This month’s theme is about damage control. When I saw that in the schedule, I laughed to myself, a sort of bitter, resentful laugh. Let’s just say that my last year has been a target-rich environment for damage control. Rejection, lack of sales, family issues, job struggles, potential financial ruin, cancer, death… It’s been a heck of a year, for sure.
Back in January I think I hit the lowest point of motivation and hope I’ve ever reached as a writer. I covered part of that in this previous Fictorians post. I won’t cover all that again. Thank goodness. But the gist is still relevant to this subject, which is all about dealing with struggles, setbacks and lack of motivation.

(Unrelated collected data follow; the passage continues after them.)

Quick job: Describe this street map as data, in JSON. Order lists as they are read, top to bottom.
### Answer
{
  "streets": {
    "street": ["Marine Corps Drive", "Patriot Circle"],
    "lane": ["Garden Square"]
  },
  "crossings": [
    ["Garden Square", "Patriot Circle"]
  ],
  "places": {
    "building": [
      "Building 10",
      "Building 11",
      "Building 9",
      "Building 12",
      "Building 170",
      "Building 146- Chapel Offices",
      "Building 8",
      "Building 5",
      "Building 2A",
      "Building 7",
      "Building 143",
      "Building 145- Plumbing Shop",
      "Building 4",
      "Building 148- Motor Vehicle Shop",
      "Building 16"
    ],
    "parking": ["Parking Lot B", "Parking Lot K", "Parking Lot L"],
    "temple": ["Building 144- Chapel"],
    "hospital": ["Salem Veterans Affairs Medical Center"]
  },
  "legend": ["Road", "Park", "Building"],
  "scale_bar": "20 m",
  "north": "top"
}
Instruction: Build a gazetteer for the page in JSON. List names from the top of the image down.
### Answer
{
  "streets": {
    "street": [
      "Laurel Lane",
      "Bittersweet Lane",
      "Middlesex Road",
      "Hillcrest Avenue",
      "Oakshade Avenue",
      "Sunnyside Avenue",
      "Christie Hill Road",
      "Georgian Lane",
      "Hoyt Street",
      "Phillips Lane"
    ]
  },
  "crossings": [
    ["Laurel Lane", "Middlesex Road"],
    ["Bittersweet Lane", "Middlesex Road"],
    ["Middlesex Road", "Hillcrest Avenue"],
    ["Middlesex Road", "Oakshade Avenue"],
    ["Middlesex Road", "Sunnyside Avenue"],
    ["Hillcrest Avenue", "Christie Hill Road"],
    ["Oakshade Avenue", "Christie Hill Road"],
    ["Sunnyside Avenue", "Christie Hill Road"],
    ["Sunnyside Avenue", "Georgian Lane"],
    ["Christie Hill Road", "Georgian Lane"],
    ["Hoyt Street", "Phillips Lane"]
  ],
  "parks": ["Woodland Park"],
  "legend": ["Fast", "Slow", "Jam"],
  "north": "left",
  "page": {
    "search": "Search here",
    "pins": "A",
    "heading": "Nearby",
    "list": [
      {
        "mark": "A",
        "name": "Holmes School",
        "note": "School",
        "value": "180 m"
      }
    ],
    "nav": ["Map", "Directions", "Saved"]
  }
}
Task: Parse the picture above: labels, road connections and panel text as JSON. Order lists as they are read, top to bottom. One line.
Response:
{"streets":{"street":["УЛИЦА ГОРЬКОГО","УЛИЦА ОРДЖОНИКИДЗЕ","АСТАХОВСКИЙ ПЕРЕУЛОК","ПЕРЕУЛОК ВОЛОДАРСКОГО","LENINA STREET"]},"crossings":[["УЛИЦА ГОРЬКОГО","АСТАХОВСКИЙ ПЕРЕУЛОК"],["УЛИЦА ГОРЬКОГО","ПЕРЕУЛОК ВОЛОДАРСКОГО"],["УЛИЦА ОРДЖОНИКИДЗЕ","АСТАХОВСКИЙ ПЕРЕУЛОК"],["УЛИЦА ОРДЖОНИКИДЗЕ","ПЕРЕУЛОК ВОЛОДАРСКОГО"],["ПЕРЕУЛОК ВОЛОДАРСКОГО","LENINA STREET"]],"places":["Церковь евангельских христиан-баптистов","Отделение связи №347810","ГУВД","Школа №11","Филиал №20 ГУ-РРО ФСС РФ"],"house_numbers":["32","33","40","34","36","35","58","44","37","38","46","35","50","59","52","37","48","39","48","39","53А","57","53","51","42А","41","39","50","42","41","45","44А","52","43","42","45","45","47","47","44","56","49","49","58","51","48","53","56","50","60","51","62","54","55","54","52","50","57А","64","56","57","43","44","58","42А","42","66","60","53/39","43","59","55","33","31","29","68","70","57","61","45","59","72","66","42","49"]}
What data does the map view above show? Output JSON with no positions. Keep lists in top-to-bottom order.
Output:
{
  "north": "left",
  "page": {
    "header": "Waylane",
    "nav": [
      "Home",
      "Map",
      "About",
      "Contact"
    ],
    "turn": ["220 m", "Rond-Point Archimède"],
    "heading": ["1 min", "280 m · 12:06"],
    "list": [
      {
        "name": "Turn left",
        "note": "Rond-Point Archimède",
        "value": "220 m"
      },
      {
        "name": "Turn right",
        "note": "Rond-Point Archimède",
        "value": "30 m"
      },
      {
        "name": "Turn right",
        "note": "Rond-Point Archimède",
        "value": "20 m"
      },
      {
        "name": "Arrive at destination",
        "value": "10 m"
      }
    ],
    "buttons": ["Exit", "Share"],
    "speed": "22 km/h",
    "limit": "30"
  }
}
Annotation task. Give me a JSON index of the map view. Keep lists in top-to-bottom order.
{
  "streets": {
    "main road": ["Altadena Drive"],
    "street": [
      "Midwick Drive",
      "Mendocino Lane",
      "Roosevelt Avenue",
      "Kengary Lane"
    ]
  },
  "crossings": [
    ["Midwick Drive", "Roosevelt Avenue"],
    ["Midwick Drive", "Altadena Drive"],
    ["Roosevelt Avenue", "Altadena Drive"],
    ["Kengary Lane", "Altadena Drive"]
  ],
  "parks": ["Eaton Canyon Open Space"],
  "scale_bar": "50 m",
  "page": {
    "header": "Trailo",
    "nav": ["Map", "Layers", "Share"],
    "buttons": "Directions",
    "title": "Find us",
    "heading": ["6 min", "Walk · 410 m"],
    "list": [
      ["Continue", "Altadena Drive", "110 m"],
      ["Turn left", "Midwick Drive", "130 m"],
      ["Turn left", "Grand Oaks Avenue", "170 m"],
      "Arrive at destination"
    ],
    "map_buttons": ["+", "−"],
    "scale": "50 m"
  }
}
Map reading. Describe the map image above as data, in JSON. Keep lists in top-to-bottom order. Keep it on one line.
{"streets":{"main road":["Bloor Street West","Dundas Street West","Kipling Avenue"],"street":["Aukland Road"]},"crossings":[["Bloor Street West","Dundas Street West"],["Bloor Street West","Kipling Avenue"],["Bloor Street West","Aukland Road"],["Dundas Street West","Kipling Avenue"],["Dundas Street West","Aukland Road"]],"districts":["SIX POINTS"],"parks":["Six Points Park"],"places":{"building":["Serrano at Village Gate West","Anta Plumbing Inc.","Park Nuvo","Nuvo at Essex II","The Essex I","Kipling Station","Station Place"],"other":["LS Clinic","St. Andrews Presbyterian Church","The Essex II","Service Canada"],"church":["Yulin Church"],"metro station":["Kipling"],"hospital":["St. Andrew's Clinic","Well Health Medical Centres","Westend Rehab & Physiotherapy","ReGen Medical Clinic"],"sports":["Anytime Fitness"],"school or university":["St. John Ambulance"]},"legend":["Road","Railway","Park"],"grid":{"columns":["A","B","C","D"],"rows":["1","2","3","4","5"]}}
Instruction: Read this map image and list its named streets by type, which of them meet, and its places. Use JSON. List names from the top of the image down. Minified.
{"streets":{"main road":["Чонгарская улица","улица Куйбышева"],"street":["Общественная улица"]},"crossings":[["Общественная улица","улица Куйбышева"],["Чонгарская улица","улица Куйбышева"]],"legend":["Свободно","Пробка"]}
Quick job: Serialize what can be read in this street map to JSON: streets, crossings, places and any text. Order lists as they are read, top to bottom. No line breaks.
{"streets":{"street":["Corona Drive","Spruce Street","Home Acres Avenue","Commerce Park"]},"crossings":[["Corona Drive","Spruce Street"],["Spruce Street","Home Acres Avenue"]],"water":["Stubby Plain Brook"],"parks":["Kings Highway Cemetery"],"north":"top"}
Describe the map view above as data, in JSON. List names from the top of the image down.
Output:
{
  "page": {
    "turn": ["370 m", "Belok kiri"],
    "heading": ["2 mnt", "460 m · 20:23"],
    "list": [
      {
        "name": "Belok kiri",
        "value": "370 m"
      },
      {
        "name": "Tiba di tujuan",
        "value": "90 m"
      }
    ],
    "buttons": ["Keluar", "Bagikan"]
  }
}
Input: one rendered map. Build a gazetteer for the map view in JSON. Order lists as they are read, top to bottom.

Right now I am doing my final proofread of the third and final book in my War Chronicles series. You want struggles? I was supposed to finish this back in February. You want setbacks? I pretty much rewrote the final third of the book three times. One of the lowest points of that entire year was when I finally came to terms with how much help and support I had gotten from my brother, who passed away from cancer last year. It turns out that it is no mere platitude to say that you don’t know what you have until it’s gone. Really gone. Forever.
So there I was, a month late with my personal deadline for my third book, with my previously planned ending in ruins as I realized it wasn’t the right ending, my main support for working through issues gone, living in a tiny rent house while trying to build my dream home, struggling with a new job as it became painfully obvious that writing wasn’t (yet) going to pay the bills, and dealing with a ream of personal issues better left unsaid here.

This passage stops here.